Pour ce qui est des langues du territoire dénommées langues autochtones puisque n’ayant pas en ces temps-là de statut, c’est grâce à la loi constitutionnelle n° 78- 60 du 28 décembre 1978 que certaines d’entre elles seront promues au rang de langues nationales. Cette loi en son article premier alinéa 2 stipule que : « la langue officielle du Sénégal est le français ; les langues nationales sont le diola, le malinké, le poular, le sérère, le soninké et le wolof ». Mais il faut noter que c’est à partir de 2001 que le statut de langue nationale sera donné à toute langue du territoire qui sera codifiée grâce à la loi n° 2001- 03 du 22 janvier 2001. Elle stipule en son article premier que ; « la langue officielle du Sénégal est le français. Les langues nationales sont le diola, le malinké le poular, le sérère, le soninké, le wolof [sic] et toute autre langue nationale [sic] qui sera codifiée ».

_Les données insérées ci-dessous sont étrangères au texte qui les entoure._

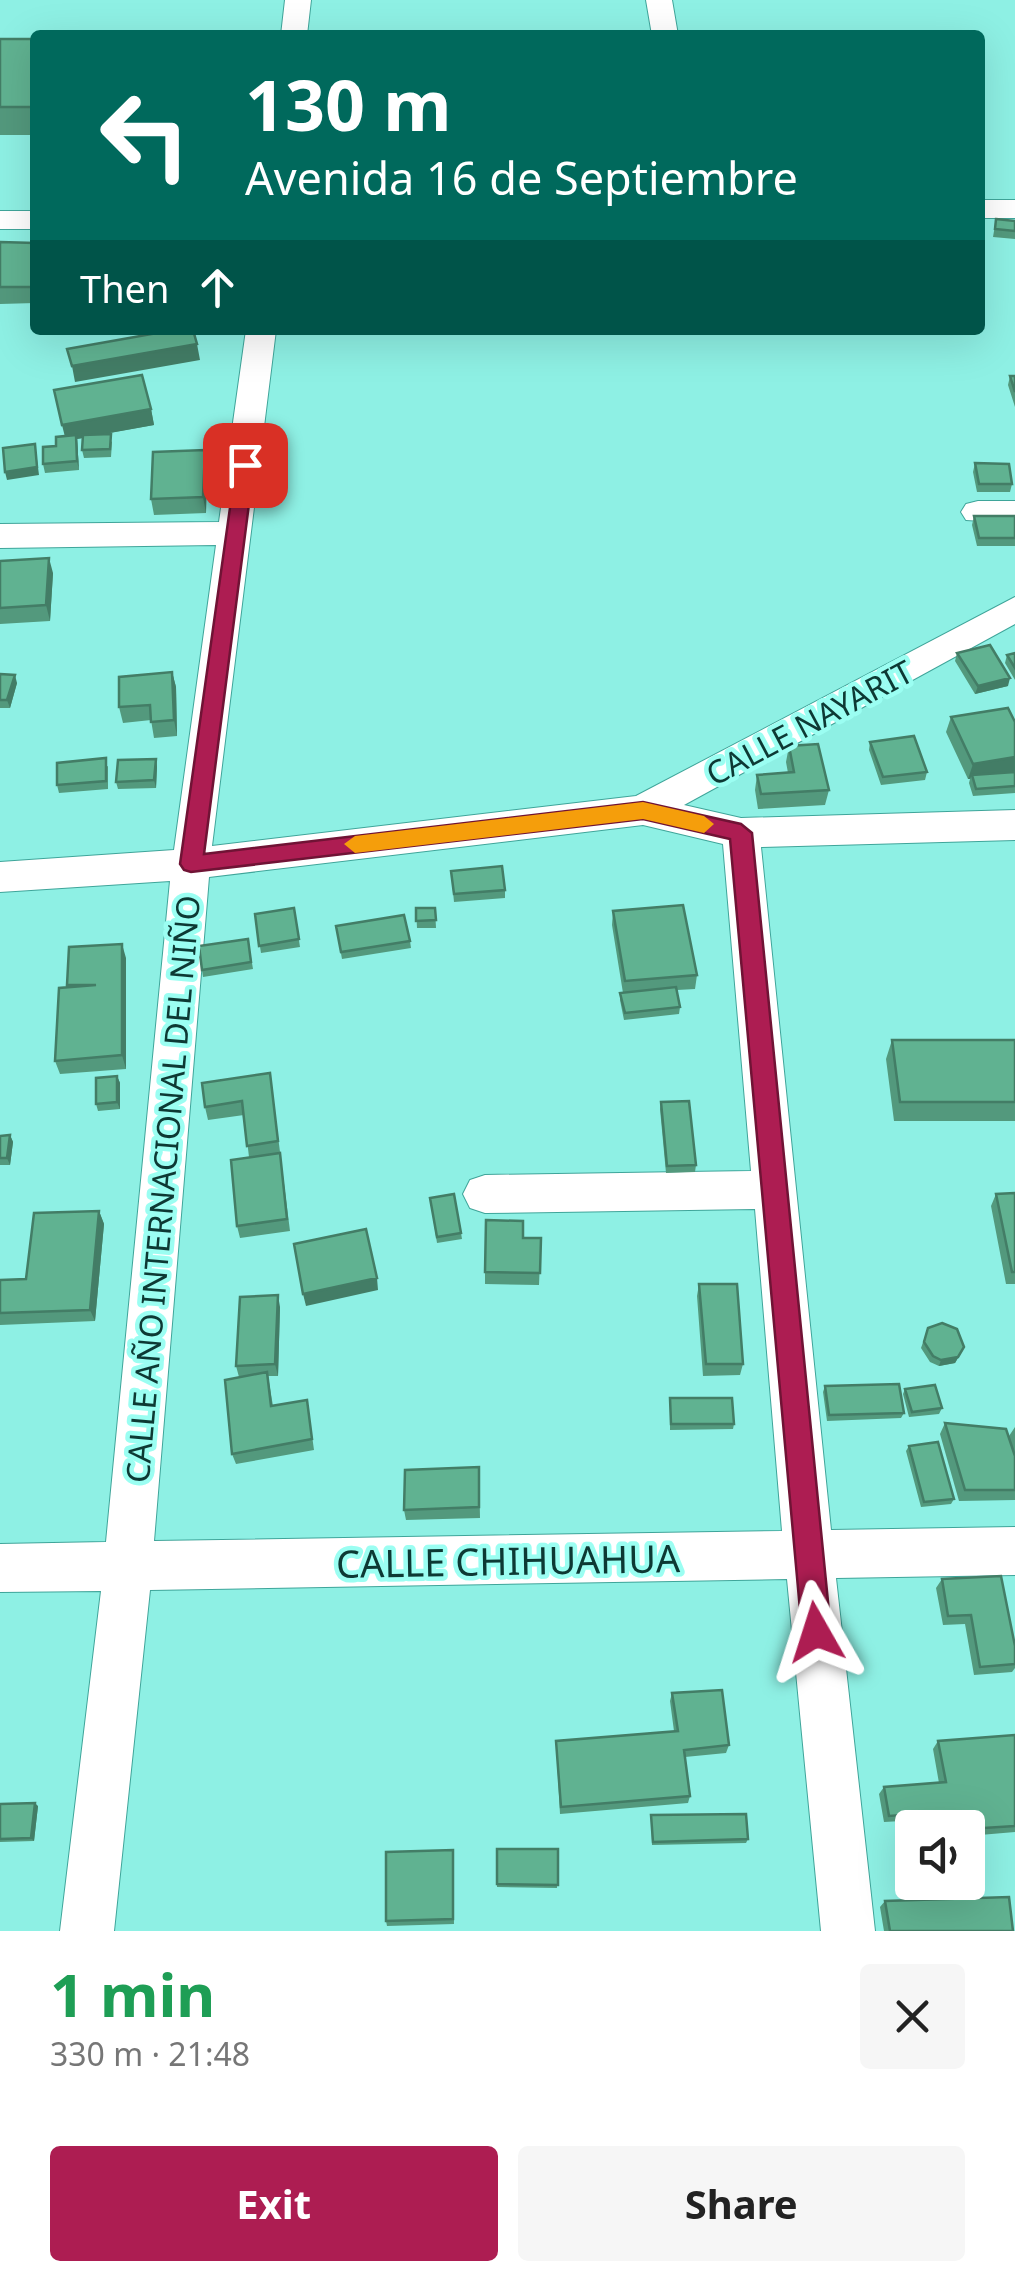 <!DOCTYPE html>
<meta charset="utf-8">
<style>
body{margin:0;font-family:"Noto Sans",sans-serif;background:#f6f6f6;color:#222;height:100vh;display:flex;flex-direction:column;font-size:38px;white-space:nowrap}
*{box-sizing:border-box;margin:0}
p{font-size:32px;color:#767676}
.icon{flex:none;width:55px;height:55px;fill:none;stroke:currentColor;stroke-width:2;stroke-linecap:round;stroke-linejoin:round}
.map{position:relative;height:1931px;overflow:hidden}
.sheet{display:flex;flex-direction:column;background:#fff;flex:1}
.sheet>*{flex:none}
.banner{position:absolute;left:30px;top:30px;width:955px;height:305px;border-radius:10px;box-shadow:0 10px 40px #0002;background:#00695c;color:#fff;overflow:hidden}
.fabs{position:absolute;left:895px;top:1810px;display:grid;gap:20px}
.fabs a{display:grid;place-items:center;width:90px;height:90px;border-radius:10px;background:#fff;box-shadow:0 10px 40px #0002;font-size:50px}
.pin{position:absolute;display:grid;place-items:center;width:85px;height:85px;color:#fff;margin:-42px;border-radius:20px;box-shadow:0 5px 15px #0006}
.me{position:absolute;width:110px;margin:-55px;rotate:354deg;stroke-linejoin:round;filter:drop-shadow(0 0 8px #0008)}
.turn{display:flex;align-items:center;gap:35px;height:210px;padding:0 50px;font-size:45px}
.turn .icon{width:130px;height:130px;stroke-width:2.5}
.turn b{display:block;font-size:70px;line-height:85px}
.then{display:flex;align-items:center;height:95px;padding:0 50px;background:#0003;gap:20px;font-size:38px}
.round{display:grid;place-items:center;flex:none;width:105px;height:105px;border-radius:10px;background:#f6f6f6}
.headline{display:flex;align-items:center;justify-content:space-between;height:170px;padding:0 50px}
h1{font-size:60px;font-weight:700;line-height:75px;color:#1e9e55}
.cta{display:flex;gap:20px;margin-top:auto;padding:20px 50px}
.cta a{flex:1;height:115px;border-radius:10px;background:#ad1d52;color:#fff;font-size:40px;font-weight:700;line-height:115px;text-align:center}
.cta a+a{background:#f6f6f6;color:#222}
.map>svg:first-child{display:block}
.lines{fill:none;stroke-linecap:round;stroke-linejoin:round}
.street-casing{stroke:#3fa59a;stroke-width:2}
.street{fill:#fff;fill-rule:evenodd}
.wall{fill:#53997d}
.shaded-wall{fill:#437d66}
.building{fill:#60b291;stroke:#437d66;stroke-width:2.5}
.route{fill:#ad1d52;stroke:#701335;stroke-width:2.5}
.slow{fill:#f59e0b}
.labels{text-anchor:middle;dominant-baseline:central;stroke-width:9;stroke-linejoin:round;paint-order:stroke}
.street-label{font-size:32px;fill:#0d3934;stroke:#9bfef2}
.near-street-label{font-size:38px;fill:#0d3934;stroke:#9bfef2}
</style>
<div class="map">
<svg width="1015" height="1931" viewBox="0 0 1015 1931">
<rect width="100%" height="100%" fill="#8ef0e4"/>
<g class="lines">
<!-- street casing -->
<g class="street-casing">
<path id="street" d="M285,0H311L307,35H281Z
M646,0H672L678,35H652Z
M980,200H1015V218H980Z
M0,211H35V229H0Z
M246,330H276L212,846L636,796L1015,597V624L684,805L741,818L1015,810V840L761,847L831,1530L1015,1527V1575L836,1578L875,1931H821L787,1579L150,1590L114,1931H60L101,1591L0,1592V1544L106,1542L170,881L0,892V862L174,850L216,545L0,548V524L219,522ZM643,825L723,844L751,1171L485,1175L470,1180L463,1194L470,1208L485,1213L755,1209L782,1531L154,1541L209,877Z
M978,501H1015V523L966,520L961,512L966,504Z"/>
</g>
<!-- street -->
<use href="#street" class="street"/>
</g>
<!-- wall -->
<path class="wall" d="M0,39H35V135H0Z
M996,219L1015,221V239L993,237Z
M0,242L35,243V303L0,304Z
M41,330H65V333L42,334Z
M1010,376H1015V407L1008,385Z
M151,409L154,425L103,434L112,442L111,457L84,458L82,450L83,438L77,439L79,470L45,473L43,464L65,436Z
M205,450L207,466L206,513L154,515L151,499Z
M975,463L1012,484L1010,492H977L973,472Z
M974,516H1015V546H977L972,525Z
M0,561L53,573L50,621L0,624Z
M957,653L1008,686L975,694L955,661Z
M1015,653V680L1005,663L1007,655Z
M172,672L176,687L177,736L154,738L151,720L123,723L119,707Z
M0,674L17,683L10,708H0Z
M951,717L1015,722V771L1006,773L1015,772V793L973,796L969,783L970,779H968L946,732Z
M870,742L927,772L925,780L881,785L869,750Z
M789,746L829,790L825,805L758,809L755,790L757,775L788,773L786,762Z
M156,759L157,767L156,788L118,789L116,782Z
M108,766V789L59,793L57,785Z
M451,871L505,890V898L454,902Z
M294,908L300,947L261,953L255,914Z
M416,908H435L436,928H417Z
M613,911L697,975L695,989L677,990L680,1007L679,1014L624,1020L620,1000V993H623L612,925Z
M336,926L410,941L411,948L342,959Z
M248,939L253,969L203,977L202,970Z
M126,958V1069L60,1074L55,1061L67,985Z
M892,1040H1015V1121H894L886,1059Z
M270,1073L290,1231L240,1238L237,1226L249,1157L244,1115L208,1120L205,1107Z
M117,1076L120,1083V1109L98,1111L96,1104Z
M661,1102L696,1165L695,1172L666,1173L660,1109Z
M10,1135L13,1142L10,1165H0V1136Z
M1015,1193V1284H1006L991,1206L996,1194Z
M431,1205L461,1233L462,1239L437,1243Z
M99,1211L104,1224L95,1321L0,1325V1280L26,1279Z
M523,1238H541L539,1285L485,1284V1272Z
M699,1284L743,1364L740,1375L703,1376L697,1296Z
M280,1307L278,1376H268L273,1406L307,1400L314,1450L236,1464L232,1454L239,1377L236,1366Z
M928,1328L961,1353L955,1363L939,1366L930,1362L921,1348Z
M825,1386L904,1413L901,1418L827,1421L823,1392Z
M905,1389L942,1408L939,1414L909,1417L903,1394Z
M670,1398L734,1424L733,1429L670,1430Z
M945,1423L1009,1436L1015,1427V1500L959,1501L940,1434Z
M909,1446L954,1499L951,1504L921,1507L906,1451Z
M479,1467L480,1518L406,1520L404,1510Z
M942,1579L1015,1646V1668L1012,1672L974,1675L965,1624L943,1625L936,1588Z
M672,1693L729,1745L726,1753L685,1757L690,1796L688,1803L560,1814L556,1741L674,1731L670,1701Z
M1015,1735V1832L968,1836V1828H939L938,1819L884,1822L879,1794L884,1787L939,1783L933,1749L938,1741Z
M0,1804L38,1806L34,1841L0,1842Z
M651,1815L748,1839L746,1843L652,1845Z
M497,1849H558L557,1888L497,1887Z
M453,1850L454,1924L387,1926L386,1921Z
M885,1901L1013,1931H884L880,1907Z"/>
<!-- shaded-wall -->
<path class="shaded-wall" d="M197,344L200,360L75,382L72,366Z
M151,409L154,425L77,439L79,470L77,461L66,441L62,425Z
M35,444L39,475L7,480L5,472Z
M205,450L207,466L206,513L203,497Z
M49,558L53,573L50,621L46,605Z
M172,672L176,687L177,736L174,720Z
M15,675L17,683L10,708L7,700Z
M1010,678L1008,686L975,694L978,686Z
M1015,757V771L973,778L972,775L970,779H968L973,764Z
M156,759L157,767L156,788L154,780Z
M122,944L126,958V1069L122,1055Z
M117,1076L120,1083V1109L117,1102Z
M10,1135L13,1142L10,1165L7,1158Z
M99,1211L104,1224L95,1321L90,1310Z
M377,1278L378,1290L306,1306L303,1294Z
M278,1295L280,1307L278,1376L275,1364Z
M964,1347L955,1363L939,1366L941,1360Z
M35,1803L38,1806L34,1841L31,1838Z"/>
<!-- building -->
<path class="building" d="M0,39H35V107H0Z
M996,219L1015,221V231L995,229Z
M0,242L35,243V287H0Z
M174,330H193L197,344L72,366L67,349Z
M142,375L151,409L62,425L54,390Z
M1010,376H1015V392Z
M111,434L110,449L82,450L83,435Z
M76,435L77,461L43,464V447L56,446V437Z
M35,444L37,467L5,472L3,448Z
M205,450L203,497L151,499L153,452Z
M975,463L1009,464L1012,484H979Z
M974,516H1015V538H979Z
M49,558L46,605L0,608V561Z
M990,645L1010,678L978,686L957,653Z
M1015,653V668L1007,655Z
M172,672L174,720L151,722L150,705L119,707V677Z
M0,674L15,675L7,700H0Z
M1008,708L1015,722V757L973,764L951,717Z
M914,736L927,772L883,777L870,742Z
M818,744L829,790L761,794L757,775L794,772L789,746Z
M106,758V781L57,785V763Z
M156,759L154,780L116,782L118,760Z
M1015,772V786L976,789L972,775Z
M502,866L505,890L454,894L451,871Z
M683,905L697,975L625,981L613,911Z
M294,908L299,939L259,946L255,914Z
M416,908H435L436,920L416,921Z
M404,915L410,941L341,952L336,926Z
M248,939L251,962L202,970L199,946Z
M122,944V1055L55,1061L59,988L96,985H67L69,947Z
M676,987L680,1007L625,1013L620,993Z
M892,1040H1015V1102H900Z
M270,1073L278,1141L247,1146L242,1101L205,1107L202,1083Z
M117,1076V1102L96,1104V1078Z
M689,1101L696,1165L667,1166L661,1102Z
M10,1135L7,1158H0V1136Z
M280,1153L287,1219L237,1226L231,1160Z
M1015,1193V1272H1012L996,1194Z
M454,1194L461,1233L437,1237L430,1198Z
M99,1211L90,1310L0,1313V1280L26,1279L34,1213Z
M486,1220L523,1221V1238H541L540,1273L485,1272Z
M366,1229L377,1278L303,1294L294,1244Z
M699,1284H737L743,1364H706Z
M278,1295L275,1364L236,1366L240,1297Z
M942,1323L957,1329L964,1347L958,1357L941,1360L933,1356L924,1342L928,1328Z
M267,1372L271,1406L307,1400L312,1439L232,1454L225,1380Z
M899,1384L904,1413L829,1415L825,1386Z
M935,1385L942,1408L912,1412L905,1389Z
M670,1398H732L734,1424H671Z
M945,1423L1006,1429L1015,1456V1490H965Z
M938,1442L954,1499L924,1502L909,1446Z
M479,1467V1507L404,1510L405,1470Z
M1001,1576L1015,1646V1664L980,1667L971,1615L948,1616L942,1579Z
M722,1690L729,1745L684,1750L690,1796L561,1807L556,1741L678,1731L672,1693Z
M1015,1735V1826L968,1829V1828H946L944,1812L889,1816L884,1787L946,1782L938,1741Z
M35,1803L31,1838L0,1839V1804Z
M746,1814L748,1839L653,1842L651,1815Z
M497,1849H558V1885L497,1884Z
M453,1850V1919L386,1921V1852Z
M1009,1897L1013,1931H890L885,1901Z"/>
<!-- route -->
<path class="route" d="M245,459L254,465L204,854L643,802L741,824L752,833L831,1632L826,1642L816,1646L807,1642L802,1632L730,839L643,819L191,872L184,870L180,864L236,465Z"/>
<!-- slow -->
<path class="slow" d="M643,802L704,816L714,824L704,833L643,819L355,853L344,844L355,836Z"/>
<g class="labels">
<!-- street labels -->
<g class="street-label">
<text transform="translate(809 722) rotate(-28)">CALLE NAYARIT</text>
<text transform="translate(162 1189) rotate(-85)">CALLE AÑO INTERNACIONAL DEL NIÑO</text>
</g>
<!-- near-street labels -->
<g class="near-street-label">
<text transform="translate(508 1560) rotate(-1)">CALLE CHIHUAHUA</text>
</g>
</g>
</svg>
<div class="fabs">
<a><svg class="icon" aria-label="sound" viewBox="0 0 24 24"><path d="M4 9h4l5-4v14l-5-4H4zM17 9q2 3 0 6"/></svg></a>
</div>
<div class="pin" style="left:245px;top:465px;background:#d93025"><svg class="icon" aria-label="arrive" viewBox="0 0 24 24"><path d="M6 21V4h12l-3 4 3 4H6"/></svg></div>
<svg class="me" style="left:816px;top:1632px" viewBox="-20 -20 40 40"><path d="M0-17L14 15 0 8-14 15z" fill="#ad1d52" stroke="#fff" stroke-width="4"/></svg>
<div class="banner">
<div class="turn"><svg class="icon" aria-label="left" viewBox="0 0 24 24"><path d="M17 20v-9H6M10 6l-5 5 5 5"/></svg><div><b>130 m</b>Avenida 16 de Septiembre</div></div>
<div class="then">Then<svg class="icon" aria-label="ahead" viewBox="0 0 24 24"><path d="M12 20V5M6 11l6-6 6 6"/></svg></div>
</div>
</div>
<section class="sheet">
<div class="headline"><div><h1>1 min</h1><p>330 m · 21:48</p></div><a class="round"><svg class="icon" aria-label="close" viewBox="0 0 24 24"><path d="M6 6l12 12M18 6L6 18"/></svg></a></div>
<div class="cta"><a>Exit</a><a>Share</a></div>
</section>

Parlant du rapport entre les langues, Calvet nous montre que la situation sociolinguistique du Sénégal est un modèle de diglossies enchâssées (Calvet 1994 cité par P. Faye 2008- 2009 : p12). En effet, dans la première diglossie nous avons le français comme variété haute et le wolof comme variété basse et dans la deuxième diglossie le wolof devient variété haute et les autres langues nationales comme la variété basse. Ainsi, pour ce qui est du rapport entre le français et le wolof, Cissé nous indique clairement que le wolof est parlé et compris par plus de 80% des sénégalais qui sont des locuteurs de cette langues à un titre ou à un autre. Mais il est la langue maternelle de 39% de la population (Cissé, 2011 : p2). L’expansion du wolof comme il le mentionne est indéniable ; tend à supplanter le français dans les domaines qui lui étaient jusqu’ici réservés. Il poursuit en disant:

« Ce qui justifie cette hégémonie du wolof est son utilisation fréquente dans presque toutes les communications orales comme dans l’administration, dans les tribunaux et même dans l’enseignement. Le wolof devient aussi la langue des grandes agglomérations mais aussi langue des confréries religieuses dont celle qui l’utilise comme principale vecteur de diffusion demeure la puissante confrérie mouride » (Cissé, 2011 : p2). 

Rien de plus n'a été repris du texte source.